Graphing linear systems

A system of linear equation comprises two or more linear equations. The solution of a linear system is the ordered pair that is a solution to all equations in the system.

One way of solving a linear system is by graphing. The solution to the system will then be in the point in which the two equations intersect.

Example:

Solve the following system of linear equations

$\\ \left\{\begin{matrix} y=2x+4\\ y=3x+2 \end{matrix}\right. \\$

The two lines appear to intersect in (2, 8)

It's a good idea to always check your graphical solution algebraically by substituting x and y in your equations with the ordered pair

$\\ \underline{y=2x+4} \\ {\color{green} 8}\overset{?}{=} 2\cdot {\color{green} 2}+4 \\8=8 \\\\ \underline{y=3x+2} \\ {\color{green} 8}\overset{?}{=}3\cdot {\color{green} 2}+2 \\8=8 \\$

A linear system that has exactly one solution is called a consistent independent system. Consistent means that the lines intersect and independent means that the lines are distinct.

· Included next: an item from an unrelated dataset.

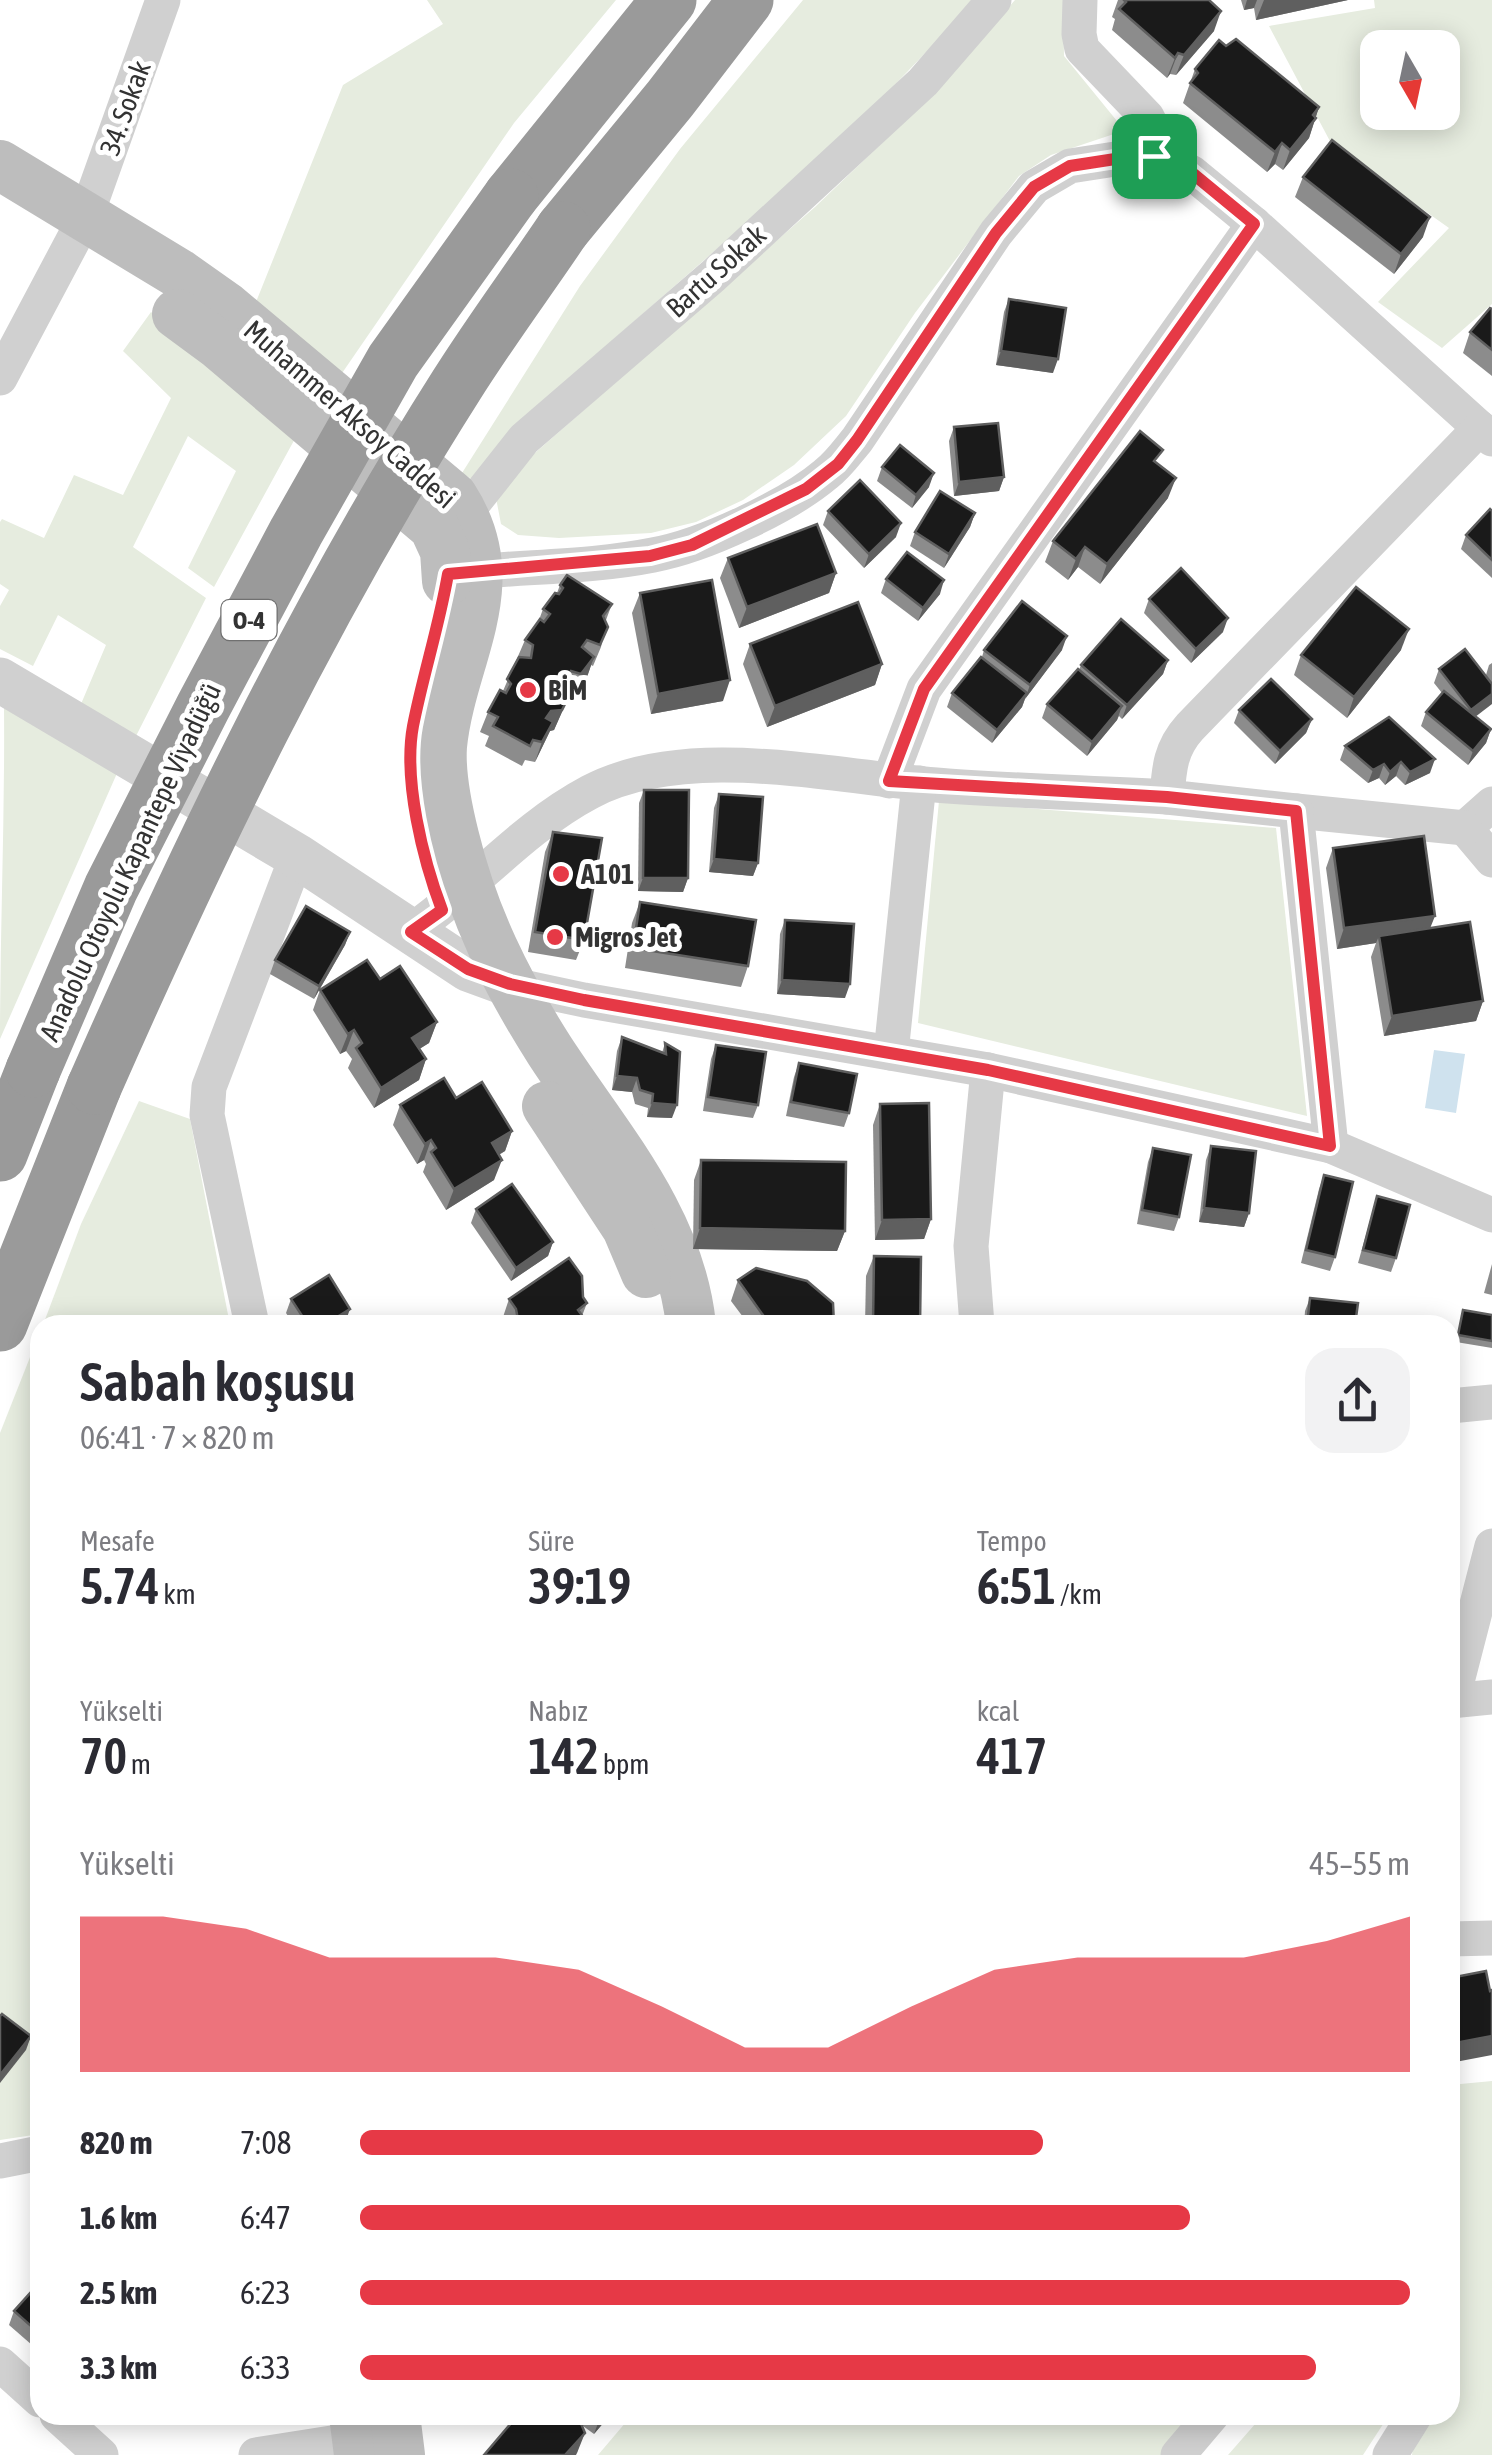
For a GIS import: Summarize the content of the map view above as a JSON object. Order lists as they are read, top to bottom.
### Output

Linear systems composes of parallel lines that have the same slope but different y-intersect do not have a solution since the lines won't intersect. Linear systems without a solution are called inconsistent systems.

Linear systems composed of lines that have the same slope and the y-intercept are said to be consistent dependent systems. Consistent dependent systems have infinitely many solutions since the lines coincide.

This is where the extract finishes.